Vacilé, receloso, por toda clase de razones evidentes, de permitir que aquella situación llegara más lejos; y, sin embargo, me pareció que en aquella mujer había algo fuera de lo común. Algo a lo que uno no podía resistirse.

– Mi piso está situado al otro lado de la plaza -dije.

– Lo sé -asintió ella. Al ver que yo seguía vacilando, añadió-: No lo lamentará, créame. Tengo para usted una información de vital importancia.

– ¿Acerca de qué? -pregunté.

– De lo que ocurrió en realidad después de lo de Studley Constable. Oh, hay muchas cosas que usted no sabe.

Y eso fue más que suficiente. La tomé por el brazo y dije:

– Muy bien, protejámonos de esta condenada lluvia antes de que nos ahogue, y así podrá decirme a qué demonios viene todo esto.

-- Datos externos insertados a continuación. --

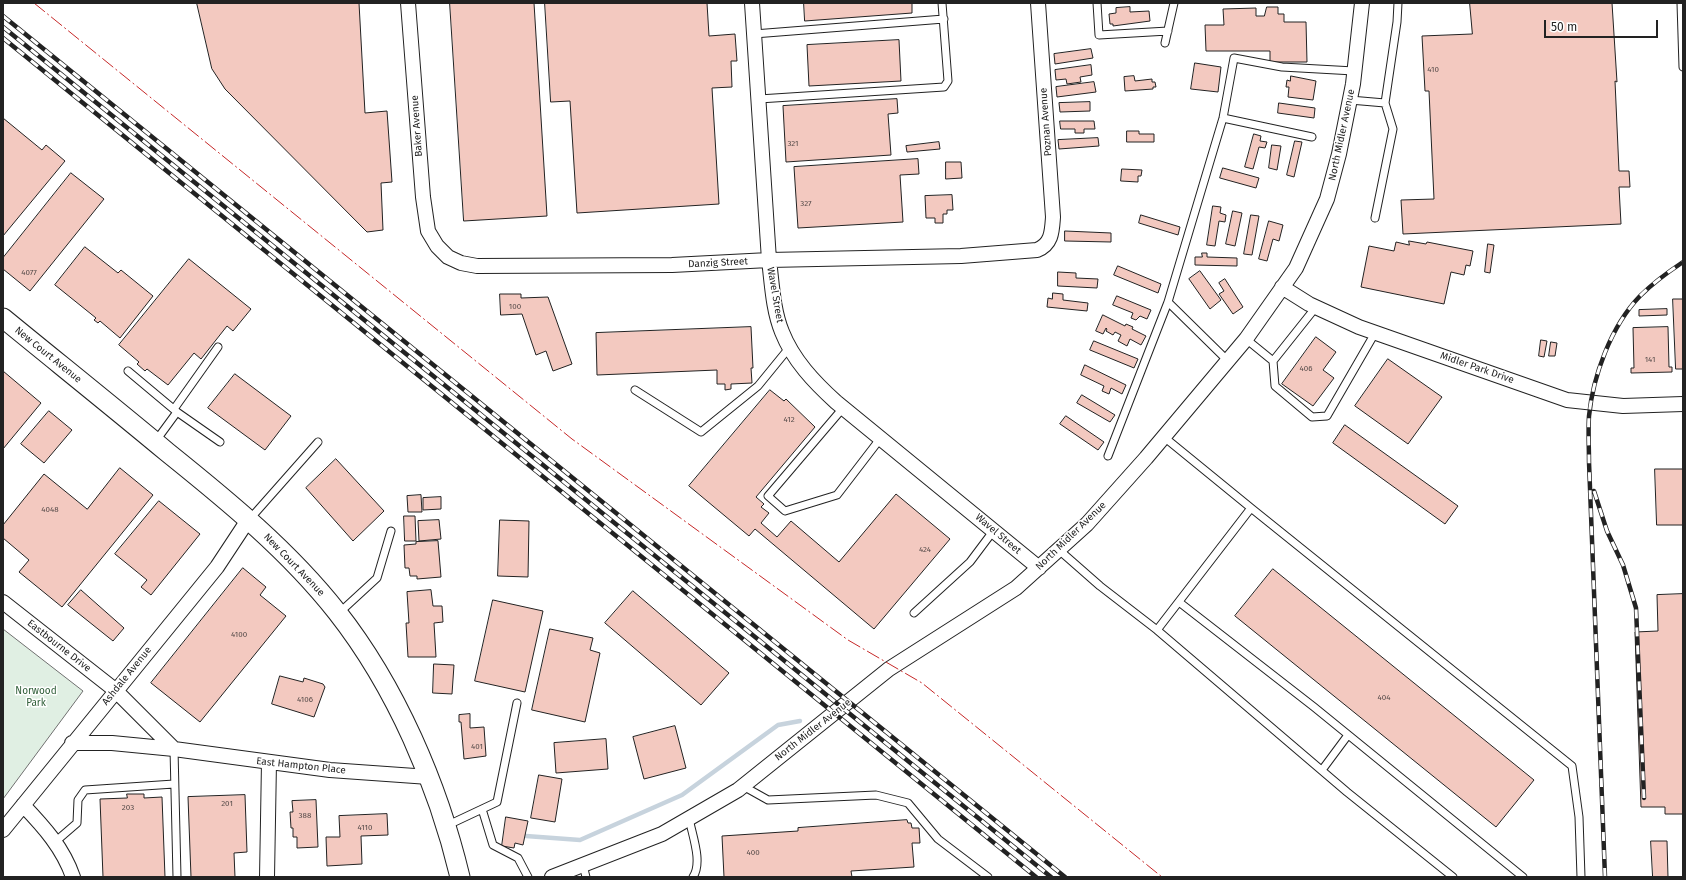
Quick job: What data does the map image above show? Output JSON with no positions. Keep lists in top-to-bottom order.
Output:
{
  "streets": {
    "main road": ["New Court Avenue"],
    "street": [
      "Poznan Avenue",
      "Baker Avenue",
      "North Midler Avenue",
      "Danzig Street",
      "Wavel Street",
      "Midler Park Drive",
      "Eastbourne Drive",
      "Ashdale Avenue",
      "East Hampton Place"
    ]
  },
  "crossings": [
    ["Poznan Avenue", "Danzig Street"],
    ["Baker Avenue", "Danzig Street"],
    ["North Midler Avenue", "Wavel Street"],
    ["North Midler Avenue", "Midler Park Drive"],
    ["Danzig Street", "Wavel Street"],
    ["New Court Avenue", "Ashdale Avenue"],
    ["New Court Avenue", "East Hampton Place"],
    ["Eastbourne Drive", "Ashdale Avenue"],
    ["Ashdale Avenue", "East Hampton Place"]
  ],
  "parks": ["Norwood Park"],
  "house_numbers": [
    "410",
    "321",
    "327",
    "4077",
    "100",
    "141",
    "406",
    "412",
    "4048",
    "424",
    "4100",
    "404",
    "4106",
    "401",
    "201",
    "203",
    "388",
    "4110",
    "400"
  ],
  "scale_bar": "50 m"
}
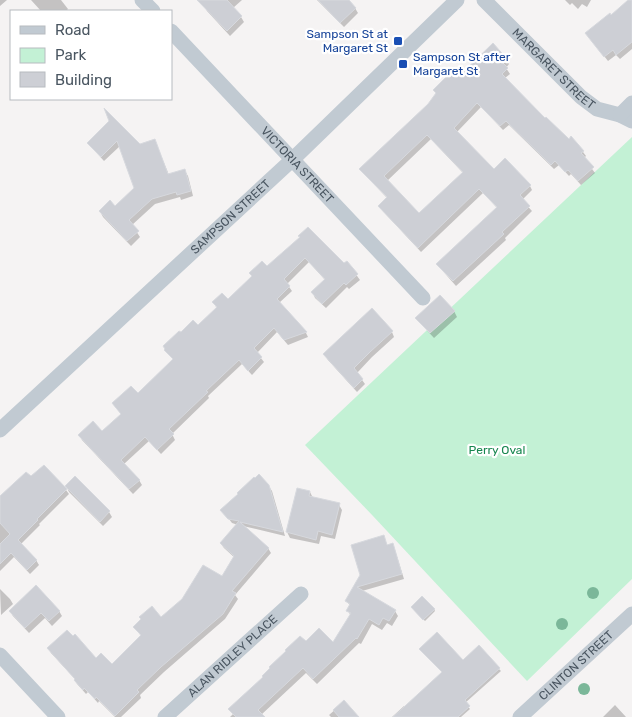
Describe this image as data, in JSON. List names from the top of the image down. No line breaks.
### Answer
{"streets":{"street":["MARGARET STREET","VICTORIA STREET","SAMPSON STREET","ALAN RIDLEY PLACE","CLINTON STREET"]},"crossings":[["VICTORIA STREET","SAMPSON STREET"]],"parks":["Perry Oval"],"places":{"transit":["Sampson St at Margaret St","Sampson St after Margaret St"]},"legend":["Road","Park","Building"]}
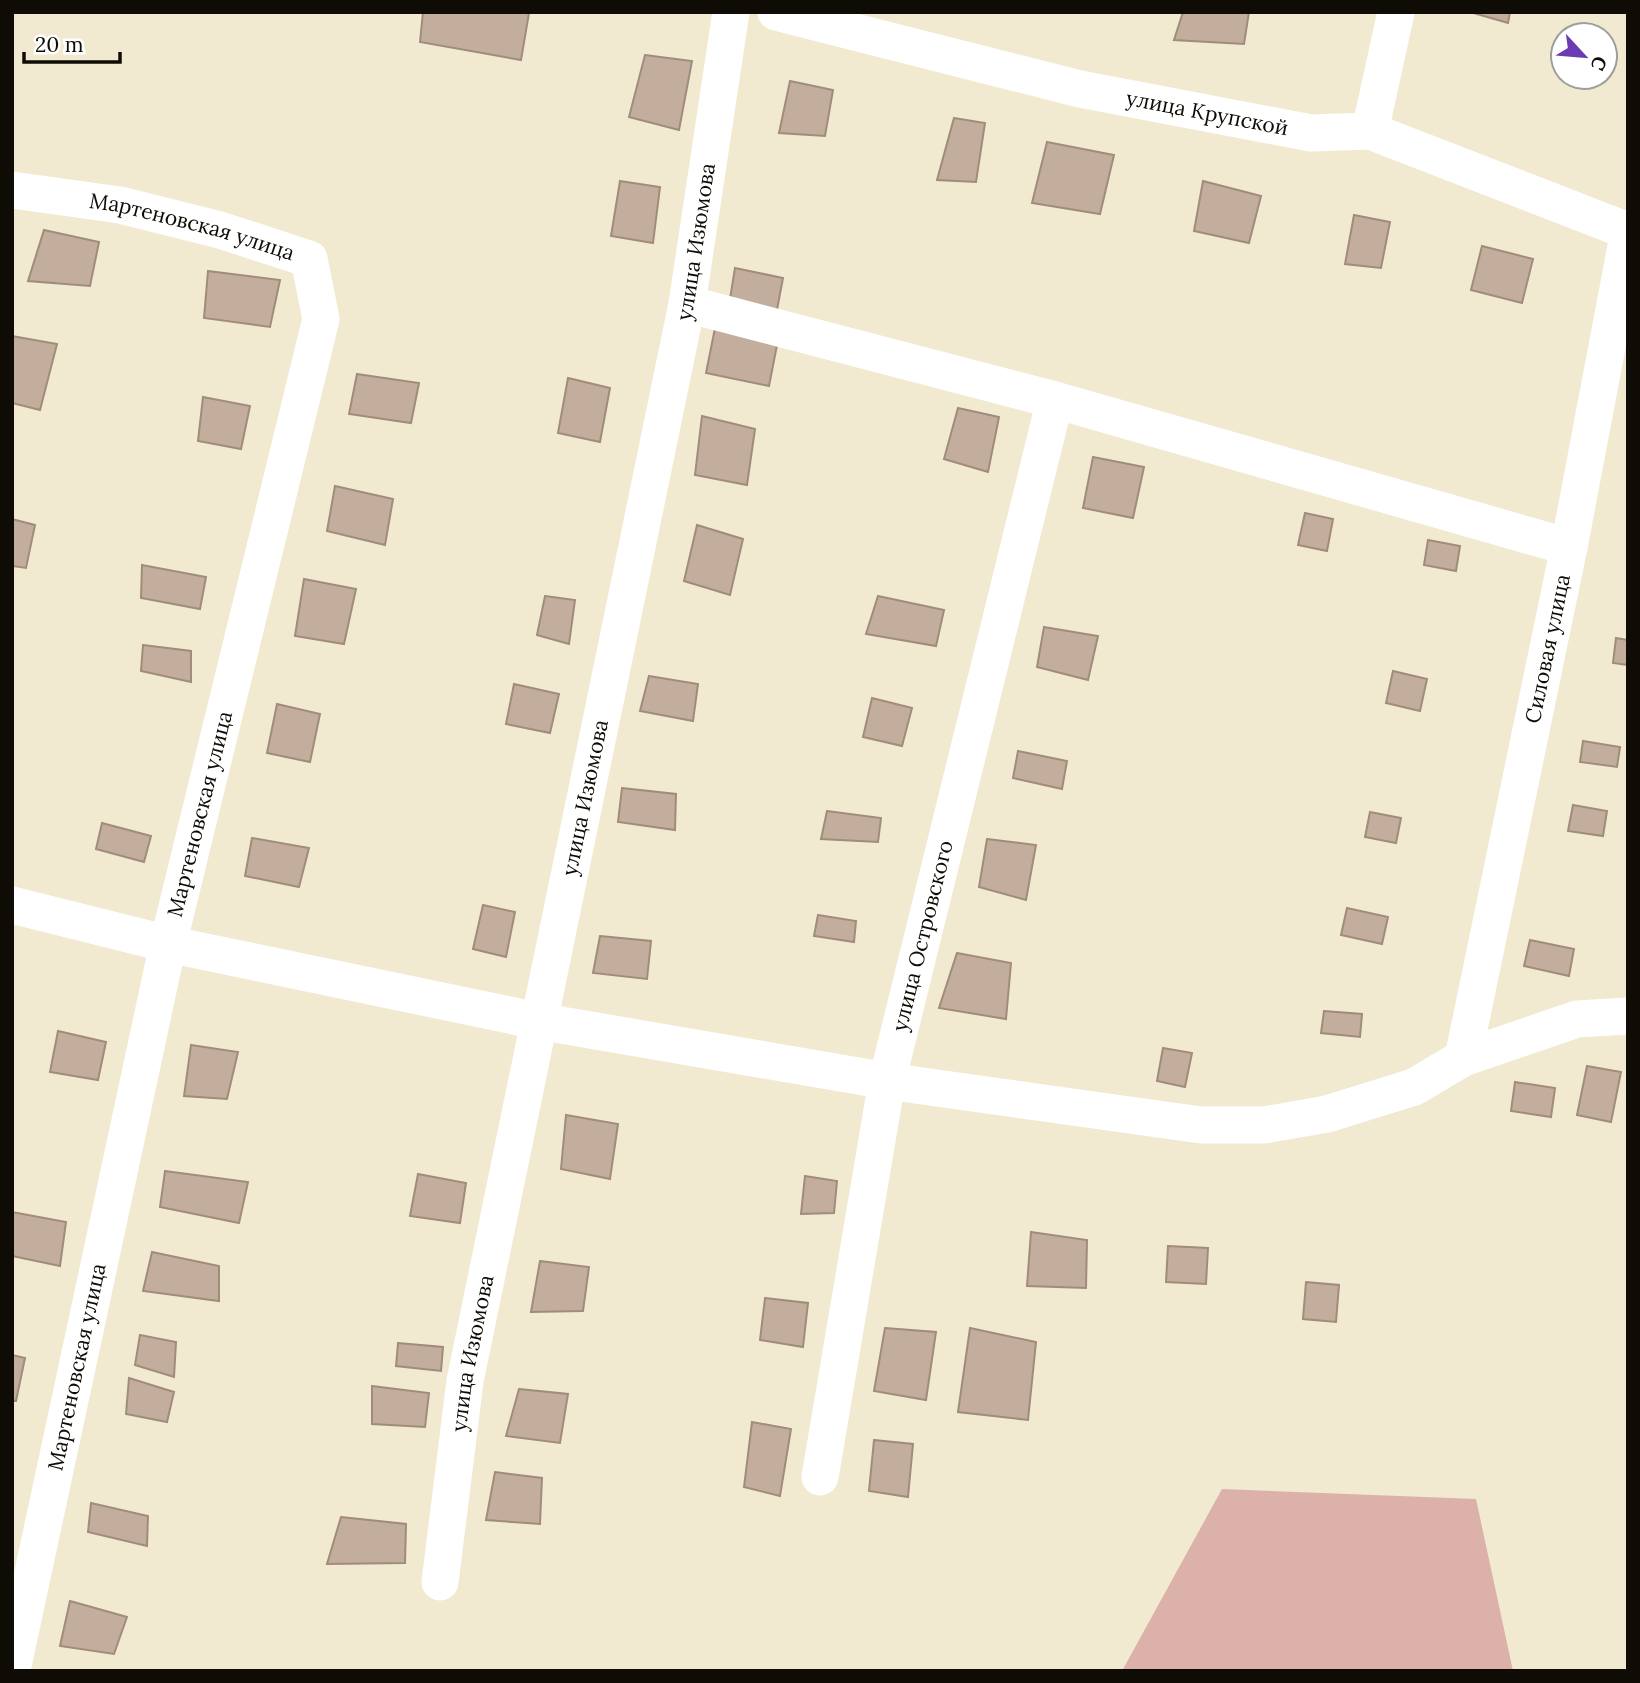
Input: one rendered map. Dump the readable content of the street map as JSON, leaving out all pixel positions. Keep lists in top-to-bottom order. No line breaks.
{"streets":{"street":["улица Крупской","Мартеновская улица","улица Изюмова","Силовая улица","улица Островского"]},"scale_bar":"20 m","north":"bottom right"}
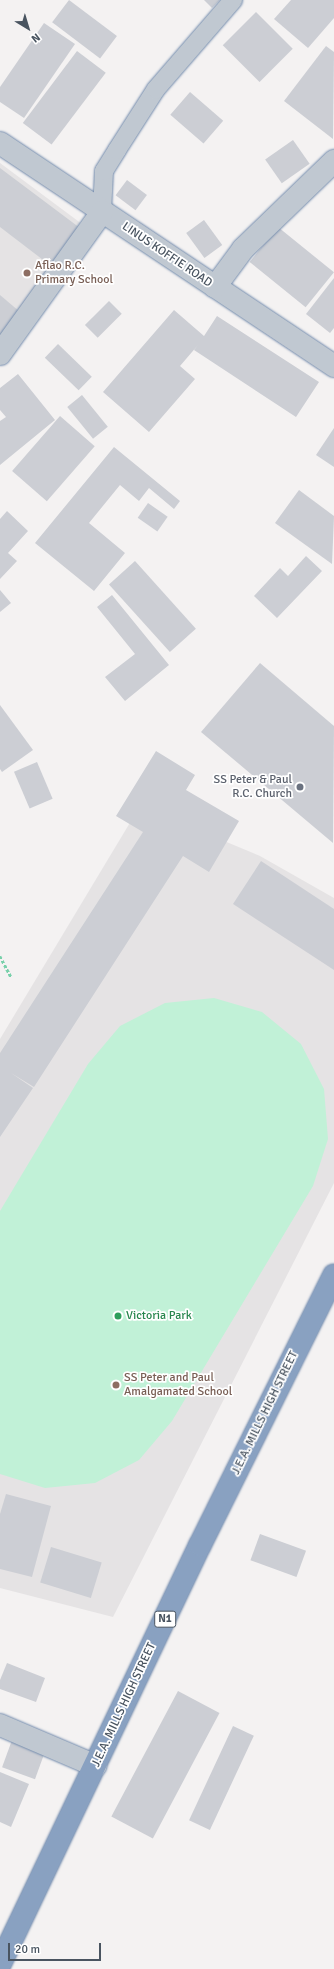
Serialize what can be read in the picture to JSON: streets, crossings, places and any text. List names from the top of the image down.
{
  "streets": {
    "highway": ["J.E.A. MILLS HIGH STREET", "N1"],
    "street": ["LINUS KOFFIE ROAD"]
  },
  "places": [
    "Aflao R.C. Primary School",
    "SS Peter & Paul R.C. Church",
    "Victoria Park",
    "SS Peter and Paul Amalgamated School"
  ],
  "scale_bar": "20 m",
  "north": "bottom right"
}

El interior de la casa había cambiado muy poco y, desde luego, no había hecho nada en mi piso, donde el inquilino había vivido rodeado por una decoración victoriana, con muchos muebles de caoba, cortinas de terciopelo rojo en la ventana salediza y una especie de papel pintado chino, de colores dorado y verde, con profusión de pájaros. A excepción de los radiadores de la calefacción central, la única concesión a la vida moderna era una especie de fuego de gas en la chimenea que la hacía aparecer como si unos leños ardieran en una cesta de acero inoxidable.

– Es agradable -dijo la mujer volviéndose a mirarme. Pareció más pequeña de lo que había imaginado. Extendió la mano derecha de forma extraña, sosteniendo con firmeza el maletín con la otra mano-. Cohén -se presentó-. Ruth Cohén.

– Permítame esa gabardina -le dije-. La colocaré delante de uno de los radiadores.

– Gracias.

Trató de desatarse el cinturón con una sola mano y yo me eché a reír y le tomé el maletín.

– Permítame -dije, dejándolo sobre la mesa. Al hacerlo, vi sus iniciales grabadas en negro. La única diferencia era que, al final, decía: «Dra. en Fil.»-. ¿Doctora en filosofía? -pregunté.